What Ruby Chocolate Actually Is
Quick reference. Ruby is a real couverture made from ruby cocoa beans — no berries, no colourants, no fruit flavouring added.
Barry Callebaut introduced ruby chocolate in Shanghai in September 2017, positioning it as the first new natural chocolate type since white chocolate. It is made from specially selected and processed "ruby" cocoa beans; the pink colour and fresh, slightly sour berry note come from the bean and the manufacturing process, not from added fruit or dye. The company's Callebaut Ruby RB1 couverture is declared at roughly 33.6% cocoa, 36% total fat, and 26.3% milk, which places it structurally closer to a milk or white couverture than to dark chocolate.

That composition matters. The high fat fraction (mostly cocoa butter plus milk fat) and the milk solids are what you carry into your gelato balance, exactly as you would with a white chocolate couverture.
Why the Colour Is Fragile
Ruby's blush is pH-sensitive. Its characteristic pink is stabilised in a mildly acidic environment — citric acid appears on the ingredient list for this reason — and the colour shifts toward dull grey-brown when the mix drifts alkaline or is overheated. Two practical rules follow. First, keep your working temperature moderate: melt ruby gently and never scorch it. Second, avoid pairing it with alkalised (Dutched) cocoa or strongly alkaline dairy adjuncts, which can mute the hue.
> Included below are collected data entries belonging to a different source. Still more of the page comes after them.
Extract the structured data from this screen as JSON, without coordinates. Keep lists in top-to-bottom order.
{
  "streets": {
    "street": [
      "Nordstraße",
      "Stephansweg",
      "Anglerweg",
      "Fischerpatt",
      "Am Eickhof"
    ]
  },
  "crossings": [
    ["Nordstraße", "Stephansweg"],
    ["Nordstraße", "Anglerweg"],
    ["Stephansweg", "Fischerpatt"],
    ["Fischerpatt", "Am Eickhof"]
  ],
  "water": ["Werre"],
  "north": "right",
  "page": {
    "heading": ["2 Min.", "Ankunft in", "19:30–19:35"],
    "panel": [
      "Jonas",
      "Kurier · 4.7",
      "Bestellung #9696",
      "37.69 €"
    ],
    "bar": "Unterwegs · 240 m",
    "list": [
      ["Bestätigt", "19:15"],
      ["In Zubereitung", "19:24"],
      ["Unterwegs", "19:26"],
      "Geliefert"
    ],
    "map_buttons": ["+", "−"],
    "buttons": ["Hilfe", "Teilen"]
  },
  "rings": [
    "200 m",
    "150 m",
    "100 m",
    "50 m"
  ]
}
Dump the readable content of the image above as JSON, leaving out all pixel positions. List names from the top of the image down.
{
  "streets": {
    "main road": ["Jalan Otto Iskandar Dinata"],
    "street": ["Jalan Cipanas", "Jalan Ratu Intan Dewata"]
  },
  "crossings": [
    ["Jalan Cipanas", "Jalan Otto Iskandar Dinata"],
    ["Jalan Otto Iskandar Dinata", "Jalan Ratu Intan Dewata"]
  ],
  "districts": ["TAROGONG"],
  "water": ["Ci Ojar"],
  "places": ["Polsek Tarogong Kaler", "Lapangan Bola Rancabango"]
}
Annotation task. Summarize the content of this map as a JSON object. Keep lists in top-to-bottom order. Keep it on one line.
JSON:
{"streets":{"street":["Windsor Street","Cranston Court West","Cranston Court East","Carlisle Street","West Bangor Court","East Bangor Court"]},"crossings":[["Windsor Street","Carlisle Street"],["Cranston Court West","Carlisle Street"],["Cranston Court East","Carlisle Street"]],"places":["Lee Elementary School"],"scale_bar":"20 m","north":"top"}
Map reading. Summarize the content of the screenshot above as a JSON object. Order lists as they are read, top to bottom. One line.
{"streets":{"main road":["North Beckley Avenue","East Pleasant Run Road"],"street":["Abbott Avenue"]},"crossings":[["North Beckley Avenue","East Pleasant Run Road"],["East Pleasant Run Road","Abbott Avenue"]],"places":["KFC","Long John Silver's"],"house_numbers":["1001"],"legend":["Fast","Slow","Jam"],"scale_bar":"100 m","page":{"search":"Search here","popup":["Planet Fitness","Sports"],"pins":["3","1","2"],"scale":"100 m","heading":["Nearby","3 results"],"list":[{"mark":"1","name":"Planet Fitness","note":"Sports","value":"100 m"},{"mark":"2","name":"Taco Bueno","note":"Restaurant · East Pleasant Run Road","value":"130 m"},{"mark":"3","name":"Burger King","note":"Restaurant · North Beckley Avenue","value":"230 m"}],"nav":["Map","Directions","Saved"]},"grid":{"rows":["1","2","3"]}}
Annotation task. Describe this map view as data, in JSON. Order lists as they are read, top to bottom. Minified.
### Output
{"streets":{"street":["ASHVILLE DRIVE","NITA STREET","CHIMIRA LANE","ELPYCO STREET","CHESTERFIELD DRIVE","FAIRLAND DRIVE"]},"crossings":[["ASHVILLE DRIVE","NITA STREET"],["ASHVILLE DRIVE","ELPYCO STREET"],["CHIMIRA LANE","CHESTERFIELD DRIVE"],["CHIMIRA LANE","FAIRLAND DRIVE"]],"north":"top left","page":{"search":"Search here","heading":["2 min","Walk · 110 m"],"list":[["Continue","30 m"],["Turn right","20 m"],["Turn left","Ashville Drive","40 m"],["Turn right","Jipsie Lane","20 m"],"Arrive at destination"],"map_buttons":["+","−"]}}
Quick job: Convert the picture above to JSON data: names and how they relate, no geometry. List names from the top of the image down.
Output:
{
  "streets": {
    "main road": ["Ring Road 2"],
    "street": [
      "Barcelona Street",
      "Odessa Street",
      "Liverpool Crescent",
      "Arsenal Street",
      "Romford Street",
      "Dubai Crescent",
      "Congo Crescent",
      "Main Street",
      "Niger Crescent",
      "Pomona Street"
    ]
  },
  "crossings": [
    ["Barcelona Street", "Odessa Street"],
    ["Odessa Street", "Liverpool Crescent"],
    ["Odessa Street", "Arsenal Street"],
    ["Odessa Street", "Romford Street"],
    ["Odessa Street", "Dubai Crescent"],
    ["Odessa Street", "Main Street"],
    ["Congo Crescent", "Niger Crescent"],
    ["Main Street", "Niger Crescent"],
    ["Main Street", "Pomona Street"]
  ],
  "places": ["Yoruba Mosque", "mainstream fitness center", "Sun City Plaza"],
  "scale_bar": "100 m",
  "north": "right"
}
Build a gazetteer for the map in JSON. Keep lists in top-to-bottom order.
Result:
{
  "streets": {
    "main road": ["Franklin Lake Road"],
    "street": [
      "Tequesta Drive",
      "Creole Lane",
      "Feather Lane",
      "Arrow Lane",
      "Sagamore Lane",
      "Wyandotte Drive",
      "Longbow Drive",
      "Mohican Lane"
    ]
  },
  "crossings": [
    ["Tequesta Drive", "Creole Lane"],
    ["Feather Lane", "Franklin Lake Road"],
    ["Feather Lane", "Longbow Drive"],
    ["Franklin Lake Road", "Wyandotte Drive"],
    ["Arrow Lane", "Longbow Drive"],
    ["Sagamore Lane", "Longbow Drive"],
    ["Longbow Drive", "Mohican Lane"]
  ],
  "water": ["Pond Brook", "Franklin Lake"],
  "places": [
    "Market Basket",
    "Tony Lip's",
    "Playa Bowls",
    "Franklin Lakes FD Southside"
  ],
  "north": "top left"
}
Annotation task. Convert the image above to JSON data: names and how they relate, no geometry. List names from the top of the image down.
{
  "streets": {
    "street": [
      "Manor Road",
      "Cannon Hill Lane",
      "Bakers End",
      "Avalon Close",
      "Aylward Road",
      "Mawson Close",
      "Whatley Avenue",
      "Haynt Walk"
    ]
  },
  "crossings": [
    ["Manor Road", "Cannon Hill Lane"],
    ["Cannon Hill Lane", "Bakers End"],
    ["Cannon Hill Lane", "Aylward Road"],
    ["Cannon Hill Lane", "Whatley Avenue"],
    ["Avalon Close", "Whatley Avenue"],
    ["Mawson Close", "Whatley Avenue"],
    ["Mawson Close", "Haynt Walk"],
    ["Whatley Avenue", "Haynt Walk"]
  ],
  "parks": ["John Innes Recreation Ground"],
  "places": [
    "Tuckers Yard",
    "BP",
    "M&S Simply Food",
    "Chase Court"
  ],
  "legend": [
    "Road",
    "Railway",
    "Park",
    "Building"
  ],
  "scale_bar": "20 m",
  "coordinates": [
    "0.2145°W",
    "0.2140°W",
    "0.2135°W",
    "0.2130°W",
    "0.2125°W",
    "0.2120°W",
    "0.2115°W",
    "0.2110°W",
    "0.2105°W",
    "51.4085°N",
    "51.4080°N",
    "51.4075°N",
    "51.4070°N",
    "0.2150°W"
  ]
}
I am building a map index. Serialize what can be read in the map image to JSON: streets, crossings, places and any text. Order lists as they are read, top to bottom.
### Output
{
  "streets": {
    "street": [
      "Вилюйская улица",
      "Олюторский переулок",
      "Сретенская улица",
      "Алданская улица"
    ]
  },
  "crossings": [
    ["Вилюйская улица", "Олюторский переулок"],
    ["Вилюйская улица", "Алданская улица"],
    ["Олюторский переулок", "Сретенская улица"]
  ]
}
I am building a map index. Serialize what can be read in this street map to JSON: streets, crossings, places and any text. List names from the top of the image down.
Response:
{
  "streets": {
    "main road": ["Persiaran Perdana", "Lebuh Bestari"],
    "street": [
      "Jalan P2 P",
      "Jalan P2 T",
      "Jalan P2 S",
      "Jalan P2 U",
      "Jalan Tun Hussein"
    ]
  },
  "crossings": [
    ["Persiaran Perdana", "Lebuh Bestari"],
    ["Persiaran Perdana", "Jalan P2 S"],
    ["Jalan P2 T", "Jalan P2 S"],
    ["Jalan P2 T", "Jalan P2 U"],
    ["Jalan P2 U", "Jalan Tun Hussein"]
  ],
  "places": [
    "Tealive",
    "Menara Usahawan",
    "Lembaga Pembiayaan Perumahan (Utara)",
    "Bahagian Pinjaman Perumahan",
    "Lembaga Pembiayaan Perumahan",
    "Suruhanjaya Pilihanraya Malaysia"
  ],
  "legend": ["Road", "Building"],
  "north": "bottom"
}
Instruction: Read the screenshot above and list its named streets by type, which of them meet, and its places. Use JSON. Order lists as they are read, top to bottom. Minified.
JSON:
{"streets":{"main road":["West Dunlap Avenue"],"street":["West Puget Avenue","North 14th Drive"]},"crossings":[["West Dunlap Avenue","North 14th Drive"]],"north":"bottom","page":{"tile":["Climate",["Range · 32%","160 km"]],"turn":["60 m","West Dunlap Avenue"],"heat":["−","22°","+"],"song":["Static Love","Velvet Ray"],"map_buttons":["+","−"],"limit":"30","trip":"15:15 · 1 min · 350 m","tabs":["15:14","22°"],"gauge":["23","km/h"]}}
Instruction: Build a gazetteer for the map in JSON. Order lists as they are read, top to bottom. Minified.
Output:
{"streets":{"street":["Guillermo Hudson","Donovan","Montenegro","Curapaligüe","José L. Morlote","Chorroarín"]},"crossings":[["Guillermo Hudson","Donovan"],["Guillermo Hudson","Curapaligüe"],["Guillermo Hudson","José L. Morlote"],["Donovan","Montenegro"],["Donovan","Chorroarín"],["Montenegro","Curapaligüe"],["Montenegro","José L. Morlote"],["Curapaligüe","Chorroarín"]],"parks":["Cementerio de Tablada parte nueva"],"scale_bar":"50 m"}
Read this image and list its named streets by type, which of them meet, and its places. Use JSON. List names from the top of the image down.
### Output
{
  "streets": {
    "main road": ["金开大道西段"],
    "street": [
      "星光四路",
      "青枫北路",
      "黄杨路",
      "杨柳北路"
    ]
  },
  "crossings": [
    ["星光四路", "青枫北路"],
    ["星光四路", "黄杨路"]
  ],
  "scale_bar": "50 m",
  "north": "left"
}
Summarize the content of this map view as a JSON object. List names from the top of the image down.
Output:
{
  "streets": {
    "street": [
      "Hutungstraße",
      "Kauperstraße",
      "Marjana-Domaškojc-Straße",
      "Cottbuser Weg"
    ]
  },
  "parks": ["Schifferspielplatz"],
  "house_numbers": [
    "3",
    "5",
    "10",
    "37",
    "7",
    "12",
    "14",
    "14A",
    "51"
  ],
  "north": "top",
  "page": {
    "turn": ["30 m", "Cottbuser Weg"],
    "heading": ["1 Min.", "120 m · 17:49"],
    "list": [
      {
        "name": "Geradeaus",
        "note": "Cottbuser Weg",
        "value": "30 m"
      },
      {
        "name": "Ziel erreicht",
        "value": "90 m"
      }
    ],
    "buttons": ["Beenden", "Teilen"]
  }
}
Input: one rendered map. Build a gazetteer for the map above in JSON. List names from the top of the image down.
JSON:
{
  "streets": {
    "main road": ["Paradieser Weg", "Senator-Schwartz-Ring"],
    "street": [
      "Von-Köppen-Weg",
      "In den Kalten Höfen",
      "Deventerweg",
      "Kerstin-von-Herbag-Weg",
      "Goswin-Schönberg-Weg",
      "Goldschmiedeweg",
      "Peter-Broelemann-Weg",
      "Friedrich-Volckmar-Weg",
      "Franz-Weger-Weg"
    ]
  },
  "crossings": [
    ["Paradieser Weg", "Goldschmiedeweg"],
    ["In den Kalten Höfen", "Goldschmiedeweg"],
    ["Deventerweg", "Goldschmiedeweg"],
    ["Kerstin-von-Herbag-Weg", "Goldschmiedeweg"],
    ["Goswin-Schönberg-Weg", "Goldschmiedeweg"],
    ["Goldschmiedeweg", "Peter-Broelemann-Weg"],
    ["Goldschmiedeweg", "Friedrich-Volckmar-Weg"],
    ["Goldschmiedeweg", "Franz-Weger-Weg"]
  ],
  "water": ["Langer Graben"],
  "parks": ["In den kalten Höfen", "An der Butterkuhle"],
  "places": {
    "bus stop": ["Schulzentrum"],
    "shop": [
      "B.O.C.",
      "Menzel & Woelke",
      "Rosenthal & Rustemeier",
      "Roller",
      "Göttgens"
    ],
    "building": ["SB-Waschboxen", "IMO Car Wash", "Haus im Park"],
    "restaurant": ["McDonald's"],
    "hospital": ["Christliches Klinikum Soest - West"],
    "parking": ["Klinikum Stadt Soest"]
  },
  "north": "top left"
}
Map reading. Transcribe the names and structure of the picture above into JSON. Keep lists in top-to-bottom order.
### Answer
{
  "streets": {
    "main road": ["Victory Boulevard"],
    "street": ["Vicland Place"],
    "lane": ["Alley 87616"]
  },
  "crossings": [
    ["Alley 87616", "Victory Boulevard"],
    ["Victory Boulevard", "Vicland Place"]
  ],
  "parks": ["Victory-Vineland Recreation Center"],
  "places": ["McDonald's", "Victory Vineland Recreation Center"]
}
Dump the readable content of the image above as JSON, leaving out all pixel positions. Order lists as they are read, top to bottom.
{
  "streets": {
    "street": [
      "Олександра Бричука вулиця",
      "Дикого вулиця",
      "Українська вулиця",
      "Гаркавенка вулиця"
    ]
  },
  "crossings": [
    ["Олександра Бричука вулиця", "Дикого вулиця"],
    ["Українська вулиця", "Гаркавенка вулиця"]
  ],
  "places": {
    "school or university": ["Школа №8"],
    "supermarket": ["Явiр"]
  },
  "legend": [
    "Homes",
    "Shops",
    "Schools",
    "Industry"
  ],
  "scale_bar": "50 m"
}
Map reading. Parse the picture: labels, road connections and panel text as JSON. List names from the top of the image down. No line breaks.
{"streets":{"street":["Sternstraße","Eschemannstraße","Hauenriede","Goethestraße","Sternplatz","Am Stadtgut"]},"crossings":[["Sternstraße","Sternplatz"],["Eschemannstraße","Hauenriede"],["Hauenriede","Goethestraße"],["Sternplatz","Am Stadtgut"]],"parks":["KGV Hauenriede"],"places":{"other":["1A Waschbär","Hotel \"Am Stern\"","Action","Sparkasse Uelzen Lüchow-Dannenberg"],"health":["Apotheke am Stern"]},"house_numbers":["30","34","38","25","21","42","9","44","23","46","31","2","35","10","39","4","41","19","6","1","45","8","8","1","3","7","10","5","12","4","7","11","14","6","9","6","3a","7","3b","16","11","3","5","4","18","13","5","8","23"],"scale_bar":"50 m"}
A splash of lemon or a pinch of citric acid in the mix helps hold both the colour and the fruity impression.
Balancing Ruby Chocolate in Gelato
Treat ruby as a fat-and-sugar-and-milk-solids carrier, not a flavour paste you can add freely. Because it is roughly a third fat and carries its own milk solids and sugar, adding it means subtracting elsewhere.
| Component ruby adds | Approx. share | What to trim in the mix |
|---|---|---|
| Total fat | ~36% | Cream / added butterfat |
| Milk solids-not-fat | from 26.3% milk | Skim milk powder |
| Sugar | included in couverture | Added sucrose |
A workable starting point is 12-18% ruby couverture in the total mix. At that dose you get clear colour and flavour while keeping room to hit standard targets. Aim for total solids around 36-42%, fat near 8-10%, and sugars near 18-22%, then let a balancing calculator reconcile the numbers. For the underlying framework, see the total solids guide and the primer on artisanal gelato balancing.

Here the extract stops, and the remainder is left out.